“So you’re saying there’s no risk to American lives?”
Someone recently asked me what drone strikes were, and when I told them what they were and how and why they were used, the sentence above was how they responded. It was hard for me to answer this follow-up question—much harder than to answer the initial question that sparked it—because when it comes to whether drone strikes risk American lives, there are actually two diametrically opposed answers.
In the short-term, no, there are no such risks. Unmanned drones are controlled remotely. Someone hits a button halfway around the world (or wherever), and the target in question is fired upon without any American life for the target to fire back at. This lack of an immediate risk to American lives is the drone program’s great advantage. Overseas lives mean nothing. American lives mean everything. When we can take out one without losing the other, everything works out politically.

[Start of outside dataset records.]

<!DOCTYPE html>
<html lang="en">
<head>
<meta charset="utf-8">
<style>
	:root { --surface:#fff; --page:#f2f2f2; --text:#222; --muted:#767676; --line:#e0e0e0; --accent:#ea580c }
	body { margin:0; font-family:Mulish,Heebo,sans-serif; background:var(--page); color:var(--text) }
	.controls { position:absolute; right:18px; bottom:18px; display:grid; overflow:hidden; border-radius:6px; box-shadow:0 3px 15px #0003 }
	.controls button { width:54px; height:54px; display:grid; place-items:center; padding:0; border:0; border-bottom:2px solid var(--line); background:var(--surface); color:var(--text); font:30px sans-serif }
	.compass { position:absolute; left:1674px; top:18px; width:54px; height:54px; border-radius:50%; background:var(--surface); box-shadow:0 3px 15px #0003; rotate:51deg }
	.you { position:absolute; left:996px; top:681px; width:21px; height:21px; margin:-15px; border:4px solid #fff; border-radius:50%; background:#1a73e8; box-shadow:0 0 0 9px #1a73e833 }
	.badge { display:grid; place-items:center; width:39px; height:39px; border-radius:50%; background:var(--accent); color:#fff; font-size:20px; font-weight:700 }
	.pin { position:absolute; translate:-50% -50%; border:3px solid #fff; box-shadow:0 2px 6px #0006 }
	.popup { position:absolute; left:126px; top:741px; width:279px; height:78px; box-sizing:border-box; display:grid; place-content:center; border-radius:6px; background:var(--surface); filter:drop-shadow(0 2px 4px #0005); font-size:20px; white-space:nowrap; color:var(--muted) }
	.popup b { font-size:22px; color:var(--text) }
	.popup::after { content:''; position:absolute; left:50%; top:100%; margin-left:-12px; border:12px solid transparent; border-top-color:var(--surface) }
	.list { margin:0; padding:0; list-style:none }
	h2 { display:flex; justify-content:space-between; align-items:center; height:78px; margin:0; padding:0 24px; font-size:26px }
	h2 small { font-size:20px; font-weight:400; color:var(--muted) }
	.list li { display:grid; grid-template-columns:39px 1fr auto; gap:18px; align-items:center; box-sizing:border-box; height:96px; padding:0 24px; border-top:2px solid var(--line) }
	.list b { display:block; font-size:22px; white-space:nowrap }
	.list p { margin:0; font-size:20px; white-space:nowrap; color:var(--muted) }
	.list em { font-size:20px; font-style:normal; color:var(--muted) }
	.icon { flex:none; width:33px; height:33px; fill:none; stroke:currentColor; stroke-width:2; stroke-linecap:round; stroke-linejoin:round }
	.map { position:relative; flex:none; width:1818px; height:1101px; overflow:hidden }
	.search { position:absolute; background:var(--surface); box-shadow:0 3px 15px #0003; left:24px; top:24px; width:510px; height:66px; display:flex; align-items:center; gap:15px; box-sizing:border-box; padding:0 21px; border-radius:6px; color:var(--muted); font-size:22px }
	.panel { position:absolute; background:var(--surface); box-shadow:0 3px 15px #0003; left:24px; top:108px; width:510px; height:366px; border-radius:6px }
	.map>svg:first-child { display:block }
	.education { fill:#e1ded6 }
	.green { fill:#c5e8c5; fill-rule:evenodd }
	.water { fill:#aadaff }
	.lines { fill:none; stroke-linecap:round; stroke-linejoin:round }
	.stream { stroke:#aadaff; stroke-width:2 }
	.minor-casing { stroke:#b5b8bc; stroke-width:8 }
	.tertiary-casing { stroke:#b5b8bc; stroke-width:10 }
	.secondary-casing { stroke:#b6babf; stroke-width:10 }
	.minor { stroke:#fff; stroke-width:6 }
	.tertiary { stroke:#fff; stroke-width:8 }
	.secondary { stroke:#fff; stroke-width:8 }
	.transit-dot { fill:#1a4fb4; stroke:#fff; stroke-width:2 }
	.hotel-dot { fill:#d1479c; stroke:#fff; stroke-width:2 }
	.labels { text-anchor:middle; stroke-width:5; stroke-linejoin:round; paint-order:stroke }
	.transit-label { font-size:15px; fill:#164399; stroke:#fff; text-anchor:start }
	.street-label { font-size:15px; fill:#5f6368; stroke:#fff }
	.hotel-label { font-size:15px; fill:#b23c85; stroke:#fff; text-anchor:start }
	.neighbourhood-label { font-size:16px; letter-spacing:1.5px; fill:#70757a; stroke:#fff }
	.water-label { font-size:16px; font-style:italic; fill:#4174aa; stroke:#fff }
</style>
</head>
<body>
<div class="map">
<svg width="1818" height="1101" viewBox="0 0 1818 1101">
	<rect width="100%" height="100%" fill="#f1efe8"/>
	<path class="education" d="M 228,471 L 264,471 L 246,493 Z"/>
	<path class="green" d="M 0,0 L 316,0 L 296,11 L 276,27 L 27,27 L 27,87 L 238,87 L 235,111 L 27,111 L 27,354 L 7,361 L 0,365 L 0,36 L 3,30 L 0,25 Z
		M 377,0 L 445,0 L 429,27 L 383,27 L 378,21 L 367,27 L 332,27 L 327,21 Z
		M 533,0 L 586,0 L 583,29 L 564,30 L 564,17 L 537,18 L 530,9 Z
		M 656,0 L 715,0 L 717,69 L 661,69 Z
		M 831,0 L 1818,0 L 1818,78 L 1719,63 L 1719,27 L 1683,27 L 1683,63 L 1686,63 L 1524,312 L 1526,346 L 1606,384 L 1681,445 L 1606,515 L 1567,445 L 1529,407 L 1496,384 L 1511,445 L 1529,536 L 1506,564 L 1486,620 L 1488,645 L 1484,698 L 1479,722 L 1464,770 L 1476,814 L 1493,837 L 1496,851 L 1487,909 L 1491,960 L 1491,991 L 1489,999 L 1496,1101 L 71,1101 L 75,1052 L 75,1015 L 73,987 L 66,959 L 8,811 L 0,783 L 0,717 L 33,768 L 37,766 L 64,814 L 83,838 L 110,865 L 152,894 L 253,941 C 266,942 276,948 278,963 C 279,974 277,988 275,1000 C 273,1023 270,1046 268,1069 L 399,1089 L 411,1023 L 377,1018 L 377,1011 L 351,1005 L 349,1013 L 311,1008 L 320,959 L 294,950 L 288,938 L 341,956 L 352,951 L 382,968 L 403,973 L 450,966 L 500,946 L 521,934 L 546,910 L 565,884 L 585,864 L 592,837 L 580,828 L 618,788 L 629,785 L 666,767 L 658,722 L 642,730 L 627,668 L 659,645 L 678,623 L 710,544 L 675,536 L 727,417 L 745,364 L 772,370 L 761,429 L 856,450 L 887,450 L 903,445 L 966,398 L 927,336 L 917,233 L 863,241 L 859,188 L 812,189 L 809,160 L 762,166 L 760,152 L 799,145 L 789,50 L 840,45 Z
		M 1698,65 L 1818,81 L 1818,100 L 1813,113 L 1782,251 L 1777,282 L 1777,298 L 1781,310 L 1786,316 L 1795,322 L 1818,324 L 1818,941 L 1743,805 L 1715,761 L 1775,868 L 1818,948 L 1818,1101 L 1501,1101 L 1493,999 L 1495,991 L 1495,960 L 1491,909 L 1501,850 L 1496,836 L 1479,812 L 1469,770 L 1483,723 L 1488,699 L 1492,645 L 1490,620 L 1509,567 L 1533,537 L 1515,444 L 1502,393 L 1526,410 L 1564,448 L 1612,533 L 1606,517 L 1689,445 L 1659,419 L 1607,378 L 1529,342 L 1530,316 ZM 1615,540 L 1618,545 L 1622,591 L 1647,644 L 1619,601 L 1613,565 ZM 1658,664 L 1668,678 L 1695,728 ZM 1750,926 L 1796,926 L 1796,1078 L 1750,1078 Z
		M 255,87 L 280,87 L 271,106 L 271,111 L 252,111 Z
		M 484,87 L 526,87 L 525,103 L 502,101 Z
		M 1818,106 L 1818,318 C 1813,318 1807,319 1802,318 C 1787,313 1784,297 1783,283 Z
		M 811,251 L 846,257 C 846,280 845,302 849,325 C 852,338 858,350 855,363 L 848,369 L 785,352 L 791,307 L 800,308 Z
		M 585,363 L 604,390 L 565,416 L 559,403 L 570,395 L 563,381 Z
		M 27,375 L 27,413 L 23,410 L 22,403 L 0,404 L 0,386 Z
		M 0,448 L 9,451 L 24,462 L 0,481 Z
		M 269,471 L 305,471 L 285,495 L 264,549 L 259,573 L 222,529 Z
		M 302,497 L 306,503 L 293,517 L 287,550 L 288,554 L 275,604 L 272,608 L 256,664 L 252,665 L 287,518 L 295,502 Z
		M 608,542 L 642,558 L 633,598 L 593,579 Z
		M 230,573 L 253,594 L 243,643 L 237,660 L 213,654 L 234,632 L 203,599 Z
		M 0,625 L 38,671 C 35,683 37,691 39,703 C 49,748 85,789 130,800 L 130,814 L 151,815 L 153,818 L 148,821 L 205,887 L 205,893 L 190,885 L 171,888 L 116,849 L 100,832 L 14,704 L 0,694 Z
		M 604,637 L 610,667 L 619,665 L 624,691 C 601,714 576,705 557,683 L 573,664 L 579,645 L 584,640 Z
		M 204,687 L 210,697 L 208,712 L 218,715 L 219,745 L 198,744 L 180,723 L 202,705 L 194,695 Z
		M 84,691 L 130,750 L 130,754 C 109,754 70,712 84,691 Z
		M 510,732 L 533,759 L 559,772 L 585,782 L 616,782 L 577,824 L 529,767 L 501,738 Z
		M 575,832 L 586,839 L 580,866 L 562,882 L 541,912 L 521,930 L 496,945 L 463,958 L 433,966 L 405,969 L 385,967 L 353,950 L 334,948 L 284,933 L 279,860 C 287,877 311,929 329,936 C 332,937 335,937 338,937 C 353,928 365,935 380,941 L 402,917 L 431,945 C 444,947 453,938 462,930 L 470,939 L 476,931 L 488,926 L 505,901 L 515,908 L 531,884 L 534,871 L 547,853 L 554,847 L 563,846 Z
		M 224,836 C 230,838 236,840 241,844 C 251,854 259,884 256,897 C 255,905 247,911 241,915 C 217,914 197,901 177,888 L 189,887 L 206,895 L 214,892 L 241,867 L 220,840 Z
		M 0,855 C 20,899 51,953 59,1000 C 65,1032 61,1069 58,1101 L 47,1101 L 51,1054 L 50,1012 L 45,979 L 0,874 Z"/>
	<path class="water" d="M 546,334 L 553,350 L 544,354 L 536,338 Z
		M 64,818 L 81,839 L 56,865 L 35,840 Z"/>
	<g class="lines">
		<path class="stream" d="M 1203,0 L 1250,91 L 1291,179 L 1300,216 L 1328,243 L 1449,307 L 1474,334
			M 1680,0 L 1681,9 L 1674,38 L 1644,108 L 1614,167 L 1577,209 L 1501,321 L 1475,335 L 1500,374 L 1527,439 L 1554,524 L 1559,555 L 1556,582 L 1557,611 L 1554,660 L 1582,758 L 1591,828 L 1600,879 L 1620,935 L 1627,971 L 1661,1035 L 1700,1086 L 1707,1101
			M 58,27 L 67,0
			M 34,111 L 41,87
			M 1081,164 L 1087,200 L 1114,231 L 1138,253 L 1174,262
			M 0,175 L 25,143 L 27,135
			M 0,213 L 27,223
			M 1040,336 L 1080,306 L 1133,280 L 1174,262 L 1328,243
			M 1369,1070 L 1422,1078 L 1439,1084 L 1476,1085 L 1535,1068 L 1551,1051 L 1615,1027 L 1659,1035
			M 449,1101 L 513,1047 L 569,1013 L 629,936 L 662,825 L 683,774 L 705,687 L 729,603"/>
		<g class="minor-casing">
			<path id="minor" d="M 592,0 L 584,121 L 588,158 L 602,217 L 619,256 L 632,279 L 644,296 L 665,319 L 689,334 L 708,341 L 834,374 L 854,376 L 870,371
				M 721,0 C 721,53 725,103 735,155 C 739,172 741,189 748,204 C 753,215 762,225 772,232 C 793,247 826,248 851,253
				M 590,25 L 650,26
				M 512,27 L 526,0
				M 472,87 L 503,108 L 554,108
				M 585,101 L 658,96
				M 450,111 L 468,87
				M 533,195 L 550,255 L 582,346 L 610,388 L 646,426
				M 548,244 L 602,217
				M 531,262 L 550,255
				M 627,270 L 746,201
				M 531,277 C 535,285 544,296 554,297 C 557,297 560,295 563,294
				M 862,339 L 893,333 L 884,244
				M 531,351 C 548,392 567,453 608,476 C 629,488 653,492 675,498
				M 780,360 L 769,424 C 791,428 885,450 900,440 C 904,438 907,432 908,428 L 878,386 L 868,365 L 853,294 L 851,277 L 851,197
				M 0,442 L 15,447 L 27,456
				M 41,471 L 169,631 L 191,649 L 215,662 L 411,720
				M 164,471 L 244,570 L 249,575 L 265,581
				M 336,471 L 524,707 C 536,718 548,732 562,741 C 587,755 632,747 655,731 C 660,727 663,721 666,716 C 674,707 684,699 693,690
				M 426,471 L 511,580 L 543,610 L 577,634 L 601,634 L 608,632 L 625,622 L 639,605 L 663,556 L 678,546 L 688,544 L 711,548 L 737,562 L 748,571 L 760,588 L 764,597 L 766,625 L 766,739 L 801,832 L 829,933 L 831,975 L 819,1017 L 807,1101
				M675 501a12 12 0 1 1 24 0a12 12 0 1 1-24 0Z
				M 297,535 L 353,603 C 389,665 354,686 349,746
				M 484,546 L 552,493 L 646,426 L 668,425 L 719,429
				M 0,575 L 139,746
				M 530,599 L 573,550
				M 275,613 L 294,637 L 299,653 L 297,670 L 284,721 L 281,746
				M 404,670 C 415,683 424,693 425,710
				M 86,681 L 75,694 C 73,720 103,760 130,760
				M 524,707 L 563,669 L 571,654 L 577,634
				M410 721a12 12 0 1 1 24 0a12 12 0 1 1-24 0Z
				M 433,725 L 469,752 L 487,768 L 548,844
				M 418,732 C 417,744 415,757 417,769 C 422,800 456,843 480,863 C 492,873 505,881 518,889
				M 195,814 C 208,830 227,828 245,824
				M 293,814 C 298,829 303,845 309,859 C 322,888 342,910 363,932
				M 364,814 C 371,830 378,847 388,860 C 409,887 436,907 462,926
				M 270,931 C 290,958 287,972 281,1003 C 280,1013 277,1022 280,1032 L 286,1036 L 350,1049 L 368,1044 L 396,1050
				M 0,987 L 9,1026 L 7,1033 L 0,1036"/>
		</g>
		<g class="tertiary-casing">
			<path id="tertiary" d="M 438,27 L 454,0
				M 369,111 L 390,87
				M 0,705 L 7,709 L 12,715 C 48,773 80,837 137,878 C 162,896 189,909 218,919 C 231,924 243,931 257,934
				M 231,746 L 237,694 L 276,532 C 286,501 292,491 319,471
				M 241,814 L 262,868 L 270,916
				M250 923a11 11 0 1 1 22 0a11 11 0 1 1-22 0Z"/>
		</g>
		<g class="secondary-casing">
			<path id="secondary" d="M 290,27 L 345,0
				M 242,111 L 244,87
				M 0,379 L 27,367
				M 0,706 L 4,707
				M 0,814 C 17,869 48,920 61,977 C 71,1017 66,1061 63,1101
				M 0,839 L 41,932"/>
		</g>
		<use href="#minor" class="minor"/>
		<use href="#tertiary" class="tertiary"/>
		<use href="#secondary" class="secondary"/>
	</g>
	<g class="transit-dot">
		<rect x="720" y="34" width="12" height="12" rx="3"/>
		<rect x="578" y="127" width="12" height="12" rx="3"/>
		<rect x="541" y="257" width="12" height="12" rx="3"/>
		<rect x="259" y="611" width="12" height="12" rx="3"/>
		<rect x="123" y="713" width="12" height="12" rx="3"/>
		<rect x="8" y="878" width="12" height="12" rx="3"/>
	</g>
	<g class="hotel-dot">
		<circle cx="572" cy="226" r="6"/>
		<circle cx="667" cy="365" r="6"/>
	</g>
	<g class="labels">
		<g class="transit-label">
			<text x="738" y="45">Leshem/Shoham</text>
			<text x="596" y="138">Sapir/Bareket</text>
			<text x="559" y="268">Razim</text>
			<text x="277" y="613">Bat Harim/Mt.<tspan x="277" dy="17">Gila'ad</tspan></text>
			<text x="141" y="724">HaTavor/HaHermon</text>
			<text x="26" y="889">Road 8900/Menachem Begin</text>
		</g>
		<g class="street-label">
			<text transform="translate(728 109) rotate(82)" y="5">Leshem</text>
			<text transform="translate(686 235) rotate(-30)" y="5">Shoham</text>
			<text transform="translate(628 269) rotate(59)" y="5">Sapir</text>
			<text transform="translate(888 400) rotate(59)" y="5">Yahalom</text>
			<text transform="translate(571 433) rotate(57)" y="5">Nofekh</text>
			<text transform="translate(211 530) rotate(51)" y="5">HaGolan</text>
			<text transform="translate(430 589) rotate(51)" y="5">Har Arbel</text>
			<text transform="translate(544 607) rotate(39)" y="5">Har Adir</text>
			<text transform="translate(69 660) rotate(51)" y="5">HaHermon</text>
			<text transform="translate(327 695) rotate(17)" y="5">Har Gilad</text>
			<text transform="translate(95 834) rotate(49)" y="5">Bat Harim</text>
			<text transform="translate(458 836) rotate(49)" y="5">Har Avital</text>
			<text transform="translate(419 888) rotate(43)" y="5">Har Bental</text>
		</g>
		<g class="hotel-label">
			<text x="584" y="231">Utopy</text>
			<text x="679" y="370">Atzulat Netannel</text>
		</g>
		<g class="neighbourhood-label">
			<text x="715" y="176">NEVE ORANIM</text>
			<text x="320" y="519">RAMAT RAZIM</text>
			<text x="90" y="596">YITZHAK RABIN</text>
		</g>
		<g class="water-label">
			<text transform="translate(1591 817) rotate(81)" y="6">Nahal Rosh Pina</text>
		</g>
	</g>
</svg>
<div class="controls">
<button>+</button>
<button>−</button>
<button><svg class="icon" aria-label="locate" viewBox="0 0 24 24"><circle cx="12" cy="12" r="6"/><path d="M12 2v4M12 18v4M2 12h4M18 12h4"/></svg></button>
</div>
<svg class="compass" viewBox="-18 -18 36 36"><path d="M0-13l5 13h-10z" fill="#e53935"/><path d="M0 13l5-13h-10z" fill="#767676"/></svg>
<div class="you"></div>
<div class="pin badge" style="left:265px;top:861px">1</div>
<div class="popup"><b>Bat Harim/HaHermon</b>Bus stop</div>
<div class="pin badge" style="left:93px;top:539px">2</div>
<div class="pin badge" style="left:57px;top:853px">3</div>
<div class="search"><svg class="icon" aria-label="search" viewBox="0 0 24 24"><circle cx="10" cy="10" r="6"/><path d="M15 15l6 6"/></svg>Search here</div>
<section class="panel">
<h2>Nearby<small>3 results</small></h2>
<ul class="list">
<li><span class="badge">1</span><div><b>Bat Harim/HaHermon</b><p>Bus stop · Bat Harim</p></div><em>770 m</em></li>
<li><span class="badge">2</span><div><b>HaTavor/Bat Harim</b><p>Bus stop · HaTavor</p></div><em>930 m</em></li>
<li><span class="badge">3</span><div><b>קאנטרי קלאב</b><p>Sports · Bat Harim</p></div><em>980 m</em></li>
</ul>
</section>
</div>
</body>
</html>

But that’s in the short-term, not in the long-term, and the long-term answer is a much different animal. Everything that seems great about drone strikes in the short-term makes them horrible for long-term America.
Drones are not human. They are soulless machines. And they make us look like soulless machines when we use them. Drones shoot first and ask questions of dead people later. Sometimes they’re wrong. Sometimes they miss. Sometimes—often times—they take out the bad guys, but also take out innocent civilians.
And they make us look exactly like cowards—like ruthless, cunning, technologically-advanced cowards, unwilling to get down and get dirty and die, even as we kill and maim and bomb and torture. Drone strikes, by virtue of being unmanned, make us seem unmanned, make us seem inhuman.
And to say that drone strikes pose no risk to American lives is to ignore the perception they’re building around the world amongst people who, face it, already don’t like us. The truth is, they do pose a risk to American lives. But not just soldiers’ lives overseas. I’m talking about our lives right here at home.
When we go to other countries, and bomb other countries—much less bomb them indiscriminately, remotely—there is such a thing called blowback. It’s what happened on 9/11. And if we keep it up, it will happen once again. Maybe not today, maybe not tomorrow, hopefully not for a long, long time. But make no mistake about people in other countries: They’ll see our drone strikes, and raise us something terrible.
Let’s get to the point in this country where we can be honest and we can assess what’s really coming for us. Does anyone really think these drone strikes aren’t going to be met with a significant terrorist event on American soil, eventually? And what’s it going to take to stop such a thing? More curtailing of our own freedoms? More “free speech zones?” More Patriot Acts? More friskings at the airport?
And how will we react when another terrorist attack does happen? Are we really going to sit here and act all surprised? Will we wear our yellow ribbons and our little flag pins? Watch cable news and get riled up? Will we pepper our cars with fresh Never Forget stickers? Hold candlelight vigils? Write country songs?
When it does happen, will we be shocked?
When it does happen, will we be awed?
When it happens, will we sit back and call these people who attacked us “soulless?” Will we wonder how they could be so callous? How they could go after innocent lives? How they could kill random mothers and fathers? And businesspeople? And people on the street?
Drone strikes are how. Torture is how. Prison camps are how. Kill lists are how. We elected the leaders who are doing these things. They’re doing these things for us. If our leaders are the cowards firing these drones, we are the cowards behind those cowards. If we send soulless drones to take out our enemies, we are the soulless drones behind those soulless drones.
Do I want to see another 9/11 happen? Of course not. Do I think we deserve it? No one deserves it. But are we asking for it, though? For another 9/11? If we weren’t before, we clearly are now. We’re asking for it every time a poll says Americans support drone strikes. We’re asking for it when we elect presidents like George W. Bush and Barack H. Obama.